Re: 9.3: more problems with "Could not open file "pg_multixact/members/xxxx"

From
Andres Freund
Date:
On August 19, 2014 10:24:20 PM CEST, Jeff Janes <jeff.janes@gmail.com> wrote:
>On Tue, Jul 15, 2014 at 3:58 PM, Jeff Janes <jeff.janes@gmail.com>
>wrote:
>
>> On Fri, Jun 27, 2014 at 11:51 AM, Alvaro Herrera
><alvherre@2ndquadrant.com
>> > wrote:
>>
>>> Jeff Janes wrote:
>>>
>>> > This problem was initially fairly easy to reproduce, but since I
>>> > started adding instrumentation specifically to catch it, it has
>become
>>> > devilishly hard to reproduce.
>>> >
>>> > I think my next step will be to also log each of the values which
>goes
>>> > into the complex if (...) expression that decides on the deletion.
>>>
>>> Could you please to reproduce it after updating to latest?  I pushed
>>> fixes that should close these issues.  Maybe you want to remove the
>>> instrumentation you added, to make failures more likely.
>>>
>>
>> There are still some problems in 9.4, but I haven't been able to
>diagnose
>> them and wanted to do more research on it.  The announcement of
>upcoming
>> back-branches for 9.3 spurred me to try it there, and I have problems
>with
>> 9.3 (12c5bbdcbaa292b2a4b09d298786) as well.  The move of truncation
>to the
>> checkpoint seems to have made the problem easier to reproduce.  On an
>8
>> core machine, this test fell over after about 20 minutes, which is
>much
>> faster than it usually reproduces.
>>
>> This the error I get:
>>
>> 2084 UPDATE 2014-07-15 15:26:20.608 PDT:ERROR:  could not access
>status of
>> transaction 85837221
>> 2084 UPDATE 2014-07-15 15:26:20.608 PDT:DETAIL:  Could not open file
>> "pg_multixact/members/14031": No such file or directory.
>> 2084 UPDATE 2014-07-15 15:26:20.608 PDT:CONTEXT:  SQL statement
>"SELECT 1
>> FROM ONLY "public"."foo_parent" x WHERE "id" OPERATOR(pg_catalog.=)
>$1 FOR
>> KEY SHARE OF x"
>>
>> The testing harness is attached as 3 patches that must be made to the
>test
>> server, and 2 scripts.
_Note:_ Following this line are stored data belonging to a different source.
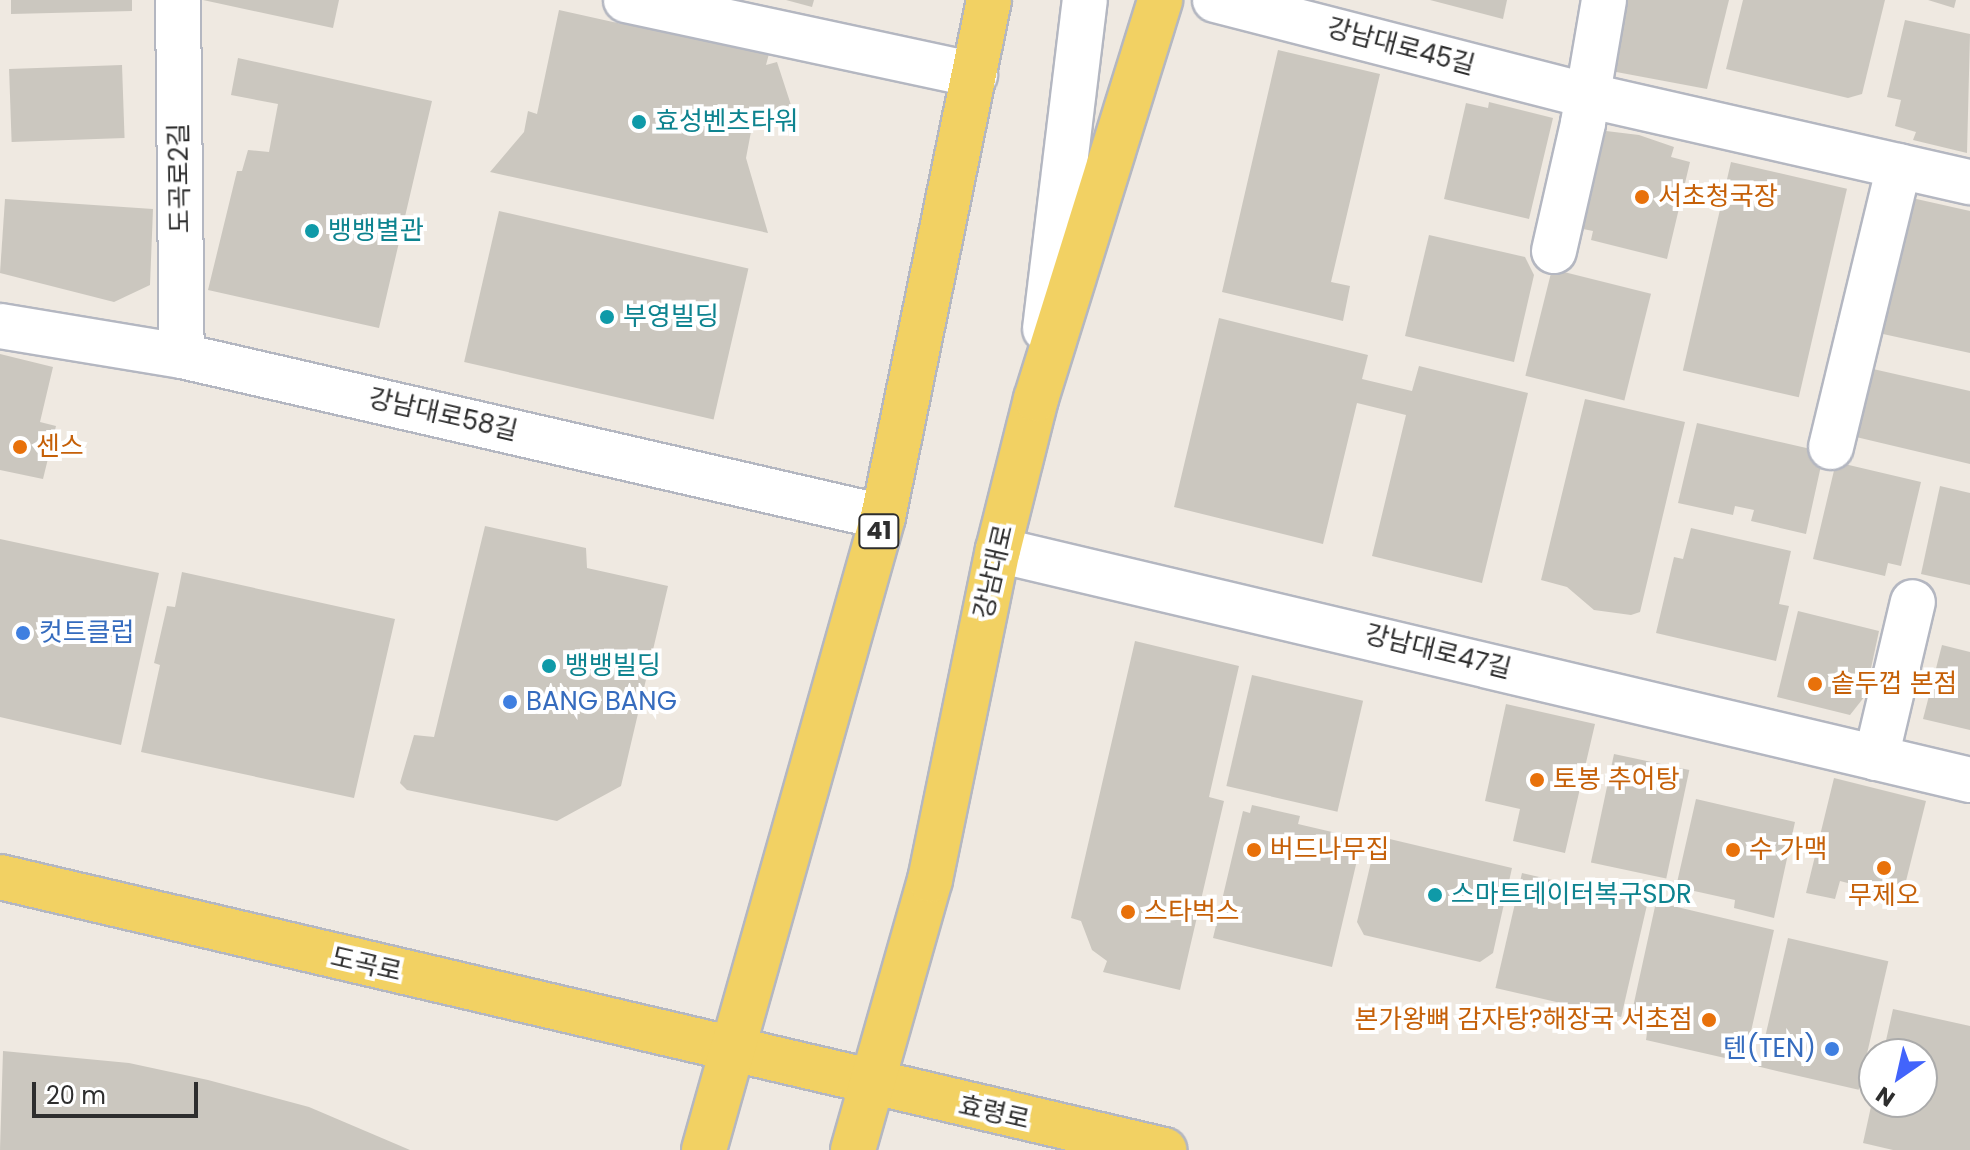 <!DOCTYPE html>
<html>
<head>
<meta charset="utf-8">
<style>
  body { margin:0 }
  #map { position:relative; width:1970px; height:1150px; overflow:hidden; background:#efe9e1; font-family:Poppins,"Noto Sans KR",sans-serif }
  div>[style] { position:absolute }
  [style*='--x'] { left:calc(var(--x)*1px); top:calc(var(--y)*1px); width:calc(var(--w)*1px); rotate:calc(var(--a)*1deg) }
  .building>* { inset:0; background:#cbc7bf; transform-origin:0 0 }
  .roads { filter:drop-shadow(2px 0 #b4b7c1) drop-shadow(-2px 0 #b4b7c1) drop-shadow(0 2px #b4b7c1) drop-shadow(0 -2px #b4b7c1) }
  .minor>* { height:44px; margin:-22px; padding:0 22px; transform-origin:22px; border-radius:22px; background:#fff }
  .major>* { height:44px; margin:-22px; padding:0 22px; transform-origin:22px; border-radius:22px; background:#f2d163 }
  .dots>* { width:22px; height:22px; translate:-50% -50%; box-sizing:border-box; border:4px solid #fff; border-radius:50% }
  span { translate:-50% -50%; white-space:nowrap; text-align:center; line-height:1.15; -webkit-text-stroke:8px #fff; paint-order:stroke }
  .shield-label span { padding:2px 6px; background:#fff; border:2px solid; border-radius:6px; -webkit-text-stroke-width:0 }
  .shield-label { font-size:24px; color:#2e2e2e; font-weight:700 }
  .street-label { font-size:26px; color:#2e2e2e }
  .culture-label { font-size:26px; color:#0d838f }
  .left { translate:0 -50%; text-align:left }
  .food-label { font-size:26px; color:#c56008 }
  .right { translate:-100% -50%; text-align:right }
  .shop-label { font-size:26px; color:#366cbe }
  .north { position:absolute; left:1858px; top:1038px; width:80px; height:80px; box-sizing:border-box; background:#fff; border:2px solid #ababab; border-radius:50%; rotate:214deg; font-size:22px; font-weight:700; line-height:32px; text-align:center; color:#2e2e2e }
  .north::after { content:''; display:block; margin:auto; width:28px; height:36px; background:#4264fb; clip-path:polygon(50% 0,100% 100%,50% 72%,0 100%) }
  .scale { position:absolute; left:32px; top:1082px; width:166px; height:36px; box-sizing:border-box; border:4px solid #2e2e2e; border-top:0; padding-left:10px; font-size:24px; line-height:28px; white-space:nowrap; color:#2e2e2e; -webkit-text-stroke:6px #fff; paint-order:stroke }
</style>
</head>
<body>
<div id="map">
  <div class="building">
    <i style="clip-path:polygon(11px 0,132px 0,132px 11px,11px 14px)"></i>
    <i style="clip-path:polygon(203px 0,339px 0,333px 28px)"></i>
    <i style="clip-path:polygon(786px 0,814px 0,812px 7px)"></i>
    <i style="clip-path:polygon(1430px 0,1507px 0,1503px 19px)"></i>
    <i style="clip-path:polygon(1621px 0,1729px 0,1707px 89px,1611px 71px)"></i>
    <i style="clip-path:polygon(1743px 0,1885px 0,1862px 94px,1848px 98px,1726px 69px)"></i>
    <i style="clip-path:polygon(1928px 0,1956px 0,1954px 8px)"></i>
    <i style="clip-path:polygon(559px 10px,622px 24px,623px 18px,770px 50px,766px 65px,777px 62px,791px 105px,754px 116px,746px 158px,768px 233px,490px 172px,524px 132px,528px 111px,537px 114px)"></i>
    <i style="clip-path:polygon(1905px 20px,1970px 34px,1967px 153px,1913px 140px,1916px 132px,1895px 126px,1901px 100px,1887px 97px)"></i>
    <i style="clip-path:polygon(1278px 50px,1380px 74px,1331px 282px,1350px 286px,1343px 321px,1222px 292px)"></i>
    <i style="clip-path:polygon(238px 58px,432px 101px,379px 328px,208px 290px,237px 171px,242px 171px,248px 150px,269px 152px,278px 104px,231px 95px)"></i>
    <i style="left:122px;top:65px;width:73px;height:113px;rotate:88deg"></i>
    <i style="clip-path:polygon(1489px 102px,1553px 118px,1529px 219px,1444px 199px,1466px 103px,1488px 108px)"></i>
    <i style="clip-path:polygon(1606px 131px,1639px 135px,1674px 147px,1671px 157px,1690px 162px,1667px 259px,1591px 240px,1593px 231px,1583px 229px)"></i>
    <i style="left:1731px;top:162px;width:119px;height:214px;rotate:13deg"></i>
    <i style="clip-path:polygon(1912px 198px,1970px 211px,1970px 353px,1883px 334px)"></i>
    <i style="clip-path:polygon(5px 199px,153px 209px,150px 285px,114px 302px,0 273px)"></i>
    <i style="left:499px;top:211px;width:256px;height:155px;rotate:13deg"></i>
    <i style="clip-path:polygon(1429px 235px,1525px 257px,1534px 275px,1514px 362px,1405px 336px)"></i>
    <i style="left:1552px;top:269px;width:102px;height:110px;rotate:14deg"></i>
    <i style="clip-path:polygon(1219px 318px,1368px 355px,1362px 379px,1412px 391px,1419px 366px,1528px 393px,1482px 583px,1372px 556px,1406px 415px,1357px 403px,1323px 544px,1174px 507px)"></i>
    <i style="clip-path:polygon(0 354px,53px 367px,40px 422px,56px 426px,43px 479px,0 470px)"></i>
    <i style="clip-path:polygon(1873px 369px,1970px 391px,1970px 464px,1856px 437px)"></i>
    <i style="clip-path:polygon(1585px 399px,1685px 422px,1640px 612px,1631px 615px,1594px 610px,1567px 587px,1541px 580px)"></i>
    <i style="clip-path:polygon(1697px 423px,1824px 452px,1806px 534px,1751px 521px,1754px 510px,1735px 506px,1733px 515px,1678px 503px)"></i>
    <i style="clip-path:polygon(1836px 462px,1921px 482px,1901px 566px,1888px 563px,1885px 576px,1813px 559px)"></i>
    <i style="clip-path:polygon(1940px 486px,1970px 493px,1970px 585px,1921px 574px)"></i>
    <i style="clip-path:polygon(485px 526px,586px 548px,587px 568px,668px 586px,621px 786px,557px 821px,407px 790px,400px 783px,414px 735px,434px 737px)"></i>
    <i style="clip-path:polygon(1691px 528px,1791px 551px,1779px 604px,1789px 606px,1776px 661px,1656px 633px,1674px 557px,1683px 559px)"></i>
    <i style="clip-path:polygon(0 539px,159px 573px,121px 745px,0 717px)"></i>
    <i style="clip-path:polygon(182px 572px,395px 619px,354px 798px,141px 752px,160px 665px,154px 663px,167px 606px,175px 607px)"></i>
    <i style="clip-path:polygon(1798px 611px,1879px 631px,1865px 696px,1850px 715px,1777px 697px)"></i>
    <i style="clip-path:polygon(1135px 641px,1239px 666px,1209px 797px,1224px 801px,1180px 990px,1103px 972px,1107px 961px,1092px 950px,1081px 921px,1071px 918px)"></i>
    <i style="clip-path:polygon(1942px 645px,1970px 652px,1970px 730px,1923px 719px)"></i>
    <i style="left:1252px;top:675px;width:114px;height:114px;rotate:13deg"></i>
    <i style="clip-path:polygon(1506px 704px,1595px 724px,1565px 853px,1513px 841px,1520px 809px,1485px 801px)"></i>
    <i style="left:1614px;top:754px;width:77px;height:111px;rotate:12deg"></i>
    <i style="clip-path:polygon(1834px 778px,1926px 801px,1902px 897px,1840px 881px,1835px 899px,1806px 893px)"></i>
    <i style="clip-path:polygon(1696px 799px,1795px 822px,1774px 918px,1734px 908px,1735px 900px,1676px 887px)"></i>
    <i style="clip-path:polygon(1252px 805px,1300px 816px,1298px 824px,1362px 839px,1332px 967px,1213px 938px,1243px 811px,1250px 813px)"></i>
    <i style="clip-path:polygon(1377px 836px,1512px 868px,1493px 953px,1480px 962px,1364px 935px,1357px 922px)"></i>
    <i style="left:1522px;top:873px;width:129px;height:118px;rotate:13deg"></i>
    <i style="clip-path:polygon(1656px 902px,1774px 930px,1747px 1049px,1728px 1044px,1725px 1058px,1646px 1040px,1648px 1026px,1630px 1021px)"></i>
    <i style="left:1788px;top:938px;width:103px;height:132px;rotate:13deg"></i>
    <i style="clip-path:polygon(1893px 1009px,1970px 1026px,1970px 1150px,1893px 1150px,1863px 1143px,1872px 1102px,1922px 1102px,1922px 1054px,1883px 1054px)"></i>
    <i style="clip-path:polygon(3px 1051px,129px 1063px,208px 1080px,309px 1107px,410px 1150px,0 1150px)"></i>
  </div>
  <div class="roads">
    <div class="minor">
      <i style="--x:178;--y:0;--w:356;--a:89.4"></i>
      <i style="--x:626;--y:0;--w:357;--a:12.1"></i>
      <i style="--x:1215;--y:0;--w:383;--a:14.4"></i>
      <i style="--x:1586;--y:95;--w:394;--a:12.8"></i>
      <i style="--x:1554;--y:251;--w:131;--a:-77.2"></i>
      <i style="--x:1583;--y:123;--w:125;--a:-80.3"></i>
      <i style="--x:0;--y:326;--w:184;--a:9.4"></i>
      <i style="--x:182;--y:356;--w:719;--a:12.93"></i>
      <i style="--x:1045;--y:329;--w:331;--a:-83.1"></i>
      <i style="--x:1831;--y:447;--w:289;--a:-76.4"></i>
      <i style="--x:998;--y:550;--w:999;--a:13.31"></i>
      <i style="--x:1876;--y:758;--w:160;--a:-76.7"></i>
    </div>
    <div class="major">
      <i style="--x:0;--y:877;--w:1196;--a:13.2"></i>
      <i style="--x:704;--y:1150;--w:658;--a:-74.21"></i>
      <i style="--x:883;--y:517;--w:528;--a:-78.41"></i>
      <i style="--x:853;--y:1150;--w:281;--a:-74.1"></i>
      <i style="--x:930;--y:880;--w:337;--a:-78.4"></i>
      <i style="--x:998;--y:550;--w:156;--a:-75.9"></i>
      <i style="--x:1036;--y:399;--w:418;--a:-72.7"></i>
    </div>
  </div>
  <div class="dots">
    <i style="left:639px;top:122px;background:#0f9aa8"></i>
    <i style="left:1642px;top:197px;background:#e8710a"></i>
    <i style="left:312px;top:231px;background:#0f9aa8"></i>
    <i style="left:607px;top:317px;background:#0f9aa8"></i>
    <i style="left:20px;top:447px;background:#e8710a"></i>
    <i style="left:23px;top:633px;background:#3f7fe0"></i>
    <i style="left:549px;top:666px;background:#0f9aa8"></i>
    <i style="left:1815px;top:684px;background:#e8710a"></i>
    <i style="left:510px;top:702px;background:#3f7fe0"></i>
    <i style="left:1537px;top:780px;background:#e8710a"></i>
    <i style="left:1254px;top:850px;background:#e8710a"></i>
    <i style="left:1733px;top:850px;background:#e8710a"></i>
    <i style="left:1884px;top:868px;background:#e8710a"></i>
    <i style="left:1435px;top:895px;background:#0f9aa8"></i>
    <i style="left:1128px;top:912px;background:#e8710a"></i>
    <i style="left:1709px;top:1020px;background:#e8710a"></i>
    <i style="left:1832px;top:1049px;background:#3f7fe0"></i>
  </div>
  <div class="shield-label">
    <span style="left:879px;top:531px">41</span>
  </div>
  <div class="street-label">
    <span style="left:1401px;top:47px;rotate:15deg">강남대로45길</span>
    <span style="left:180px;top:178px;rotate:-91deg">도곡로2길</span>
    <span style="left:443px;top:415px;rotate:13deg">강남대로58길</span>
    <span style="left:994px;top:572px;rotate:-77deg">강남대로</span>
    <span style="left:1438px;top:652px;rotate:14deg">강남대로47길</span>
    <span style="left:366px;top:965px;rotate:13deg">도곡로</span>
    <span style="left:994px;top:1113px;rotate:13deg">효령로</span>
  </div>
  <div class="culture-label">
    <span class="left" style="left:655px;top:122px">효성벤츠타워</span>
    <span class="left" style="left:328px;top:231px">뱅뱅별관</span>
    <span class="left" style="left:623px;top:317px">부영빌딩</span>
    <span class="left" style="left:565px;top:666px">뱅뱅빌딩</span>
    <span class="left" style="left:1451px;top:895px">스마트데이터복구SDR</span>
  </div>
  <div class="food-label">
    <span class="left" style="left:1658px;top:197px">서초청국장</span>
    <span class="left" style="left:36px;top:447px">센스</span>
    <span class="left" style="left:1831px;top:684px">솥두껍 본점</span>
    <span class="left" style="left:1553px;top:780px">토봉 추어탕</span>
    <span class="left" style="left:1270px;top:850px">버드나무집</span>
    <span class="left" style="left:1749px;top:850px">수 가맥</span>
    <span style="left:1884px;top:896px">무제오</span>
    <span class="left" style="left:1144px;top:912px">스타벅스</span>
    <span class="right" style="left:1693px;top:1020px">본가왕뼈 감자탕?해장국 서초점</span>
  </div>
  <div class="shop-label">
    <span class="left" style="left:39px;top:633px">컷트클럽</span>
    <span class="left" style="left:526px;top:702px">BANG BANG</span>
    <span class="right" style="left:1816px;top:1049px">텐(TEN)</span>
  </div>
  <div class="north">N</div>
  <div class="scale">20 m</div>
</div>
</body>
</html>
The script do.sh sets up the database (using
>fixed
>> paths, so be careful) and then invokes count.pl in a loop to do the
>> actual work.
>>
>
>Sorry, after a long time when I couldn't do much testing on this, I've
>now
>been able to get back to it.
>
>It looks like what is happening is that  checkPoint.nextMultiOffset
>wraps
>around from 2^32 to 0, even if 0 is still being used.  At that point it
>starts deleting member files that are still needed.
>
>Is there some interlock which is supposed to prevent from
>checkPoint.nextMultiOffset rom lapping iself?  I haven't been able to
>find
>it.  It seems like the interlock applies only to MultiXid, not the
>Offset.

There is none (and there never has been one either). I've complained about it a couple of times but nobody, me
included,had time and energy to fix that :(
 

Andres


--- 
Please excuse brevity and formatting - I am writing this on my mobile phone.